We discern no mistake of fact, much less one so gross as to justify overturning the arbitration award. The arbitrator expressly recognized counsel's representation that he had sent correspondence to his adversary containing tax information based on defendant's assertion, but deemed this unreasonable as "without further foundation" and non-compliant with the court's explicit order of May 6, 2010, which states that defendant was to provide CPS "with a true copy of . . . the first page or pages of his income tax returns as filed that show his or his entity's gross profit from the practice of this profession during calendar years 2003 and 2004 . . . ." There is no claim that the arbitrator misstated the contents of his own order or misinterpreted its express requirement. Nor may it credibly be argued that the arbitrator's ultimate finding of non-compliance evidences either fraud, misconduct or want of good faith so as to warrant judicial interference. On this score, the fact that the order does not explicitly provide a discovery deadline is inconsequential because one may be readily and reasonably inferred from the order's clear mandate that the June 7 hearing date will not be postponed due to discovery. Accordingly, there is no basis to find that the arbitrator made a mistake as to fact, especially a mistake that would suggest fraud or misconduct. See Held, supra, 136 N.J.L. at 642.

Defendant also argues he was denied notice and a hearing prescribed by the Act.

We again disagree.

Three prior orders of the arbitrators - April 5, May 6 and June 2, 2010 - fixed June 7, 2010 as the date certain for the hearing. In fact, the order resulting from the May 6, 2010 conference detailed the arbitral claims, reiterated the final hearing date, and specifically noticed the parties that "[i]f [defendant] fails to produce a document called for by this order and fails to prove that the document, through no fault of his own, is not within his possession, custody or control, the Arbitrator will draw an inference that the document would fully support CPS's case." Despite the certainty and volume of these orders, defendant not only failed to give timely notice of counsel's inability to attend the June 7, 2010 hearing, but also failed to comply with all the discovery mandates therein, namely to provide verifiable income documentation in support of his damages claim. Nonetheless, another hearing was held via telephone, at which defendant's discovery lapse was confirmed and remained unremedied. Consequently, the arbitrator properly exercised his authority, as noticed in his previous order of May 6, 2010, to draw an adverse inference from defendant's non-production of income information.
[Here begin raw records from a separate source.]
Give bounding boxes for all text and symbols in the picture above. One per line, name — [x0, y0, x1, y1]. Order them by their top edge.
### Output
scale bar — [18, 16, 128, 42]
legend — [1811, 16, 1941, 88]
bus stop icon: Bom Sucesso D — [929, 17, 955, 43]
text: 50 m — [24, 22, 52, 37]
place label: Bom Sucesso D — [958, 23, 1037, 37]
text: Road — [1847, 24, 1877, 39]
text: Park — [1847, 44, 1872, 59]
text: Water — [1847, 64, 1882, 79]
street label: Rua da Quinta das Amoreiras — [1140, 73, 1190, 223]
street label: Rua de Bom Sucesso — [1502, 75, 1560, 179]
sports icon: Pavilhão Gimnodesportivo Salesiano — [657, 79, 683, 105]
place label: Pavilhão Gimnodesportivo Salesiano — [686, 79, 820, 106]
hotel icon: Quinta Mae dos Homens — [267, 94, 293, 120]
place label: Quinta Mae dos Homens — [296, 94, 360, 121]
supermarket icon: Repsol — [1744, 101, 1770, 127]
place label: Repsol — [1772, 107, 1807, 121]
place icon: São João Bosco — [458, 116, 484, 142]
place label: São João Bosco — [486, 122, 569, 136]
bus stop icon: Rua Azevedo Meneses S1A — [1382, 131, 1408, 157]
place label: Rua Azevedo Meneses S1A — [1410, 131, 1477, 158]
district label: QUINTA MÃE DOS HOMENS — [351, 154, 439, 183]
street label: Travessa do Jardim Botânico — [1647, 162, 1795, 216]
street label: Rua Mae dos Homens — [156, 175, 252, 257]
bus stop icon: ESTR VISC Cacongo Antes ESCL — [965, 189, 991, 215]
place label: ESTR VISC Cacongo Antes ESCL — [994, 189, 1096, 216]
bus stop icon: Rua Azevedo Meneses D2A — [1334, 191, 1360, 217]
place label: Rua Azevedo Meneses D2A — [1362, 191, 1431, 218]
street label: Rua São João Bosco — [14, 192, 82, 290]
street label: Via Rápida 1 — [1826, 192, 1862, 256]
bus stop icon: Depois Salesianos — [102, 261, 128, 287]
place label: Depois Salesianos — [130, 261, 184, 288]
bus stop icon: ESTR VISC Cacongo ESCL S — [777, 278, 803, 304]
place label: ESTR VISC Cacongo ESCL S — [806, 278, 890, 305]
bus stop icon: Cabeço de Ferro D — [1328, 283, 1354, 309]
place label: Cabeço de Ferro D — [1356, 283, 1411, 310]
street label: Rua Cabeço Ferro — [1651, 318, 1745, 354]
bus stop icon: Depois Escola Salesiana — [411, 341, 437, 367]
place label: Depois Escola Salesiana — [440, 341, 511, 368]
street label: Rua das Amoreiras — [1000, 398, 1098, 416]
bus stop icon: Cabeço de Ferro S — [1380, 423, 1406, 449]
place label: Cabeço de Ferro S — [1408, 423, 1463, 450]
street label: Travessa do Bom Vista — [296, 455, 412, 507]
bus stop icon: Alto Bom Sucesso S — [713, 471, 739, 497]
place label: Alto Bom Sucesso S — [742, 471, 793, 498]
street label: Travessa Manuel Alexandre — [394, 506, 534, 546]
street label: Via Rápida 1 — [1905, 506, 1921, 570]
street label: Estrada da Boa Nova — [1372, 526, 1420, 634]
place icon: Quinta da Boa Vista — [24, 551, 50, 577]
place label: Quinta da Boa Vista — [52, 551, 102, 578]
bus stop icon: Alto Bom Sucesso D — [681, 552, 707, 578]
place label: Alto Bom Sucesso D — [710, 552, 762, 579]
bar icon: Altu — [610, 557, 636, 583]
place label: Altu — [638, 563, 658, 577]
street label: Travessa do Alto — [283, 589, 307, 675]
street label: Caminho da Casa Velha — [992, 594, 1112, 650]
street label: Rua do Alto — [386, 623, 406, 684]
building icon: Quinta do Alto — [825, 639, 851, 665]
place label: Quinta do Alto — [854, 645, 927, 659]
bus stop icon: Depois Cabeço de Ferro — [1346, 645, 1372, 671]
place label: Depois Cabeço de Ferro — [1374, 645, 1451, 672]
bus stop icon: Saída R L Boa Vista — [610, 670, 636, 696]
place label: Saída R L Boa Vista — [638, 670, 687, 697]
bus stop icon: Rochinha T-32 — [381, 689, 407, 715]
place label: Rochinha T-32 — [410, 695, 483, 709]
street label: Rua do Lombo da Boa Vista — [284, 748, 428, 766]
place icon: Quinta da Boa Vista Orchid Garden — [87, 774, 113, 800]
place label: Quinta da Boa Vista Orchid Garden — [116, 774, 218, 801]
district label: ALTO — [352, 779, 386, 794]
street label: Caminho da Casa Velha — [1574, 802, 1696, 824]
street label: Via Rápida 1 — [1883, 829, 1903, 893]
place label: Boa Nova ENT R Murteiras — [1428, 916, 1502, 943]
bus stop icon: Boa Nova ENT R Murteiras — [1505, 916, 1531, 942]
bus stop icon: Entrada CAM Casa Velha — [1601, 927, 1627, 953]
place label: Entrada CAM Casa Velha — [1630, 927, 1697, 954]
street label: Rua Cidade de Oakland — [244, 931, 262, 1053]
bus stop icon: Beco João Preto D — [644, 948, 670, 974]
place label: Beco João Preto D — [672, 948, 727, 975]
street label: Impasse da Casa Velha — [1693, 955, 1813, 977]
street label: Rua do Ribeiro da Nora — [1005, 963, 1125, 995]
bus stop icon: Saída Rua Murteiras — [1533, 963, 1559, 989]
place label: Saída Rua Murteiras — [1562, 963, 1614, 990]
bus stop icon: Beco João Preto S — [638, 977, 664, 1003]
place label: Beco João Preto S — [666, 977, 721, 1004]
Contrary to defendant's contention that the arbitrator refused to postpone the final hearing and to consider evidence, the arbitrator dismissed defendant's claim based on the lack of evidence of any ascertainable loss suffered by defendant, after giving both parties the opportunity to be heard, and in consideration of all the circumstances surrounding the nearly three-year delay in bringing this matter to conclusion. Indeed, defendant points to no evidence material to the controversy, consideration of which would have changed the result of the arbitration. Under the facts and circumstances, we are satisfied defendant received due notice of the hearing and the consequences attending failure to make discovery, and we discern no irregularity on the part of the arbitrator, who "may conduct an arbitration in such manner as the arbitrator considers appropriate for a fair and expeditious disposition of the proceeding[,]" N.J.S.A. 2A:23B-15a, including hearing the matter summarily, N.J.S.A. 2A:23B-15b.

Defendant's remaining issues are of insufficient merit to warrant discussion in this opinion. R. 2:11-3(e)(1)(E).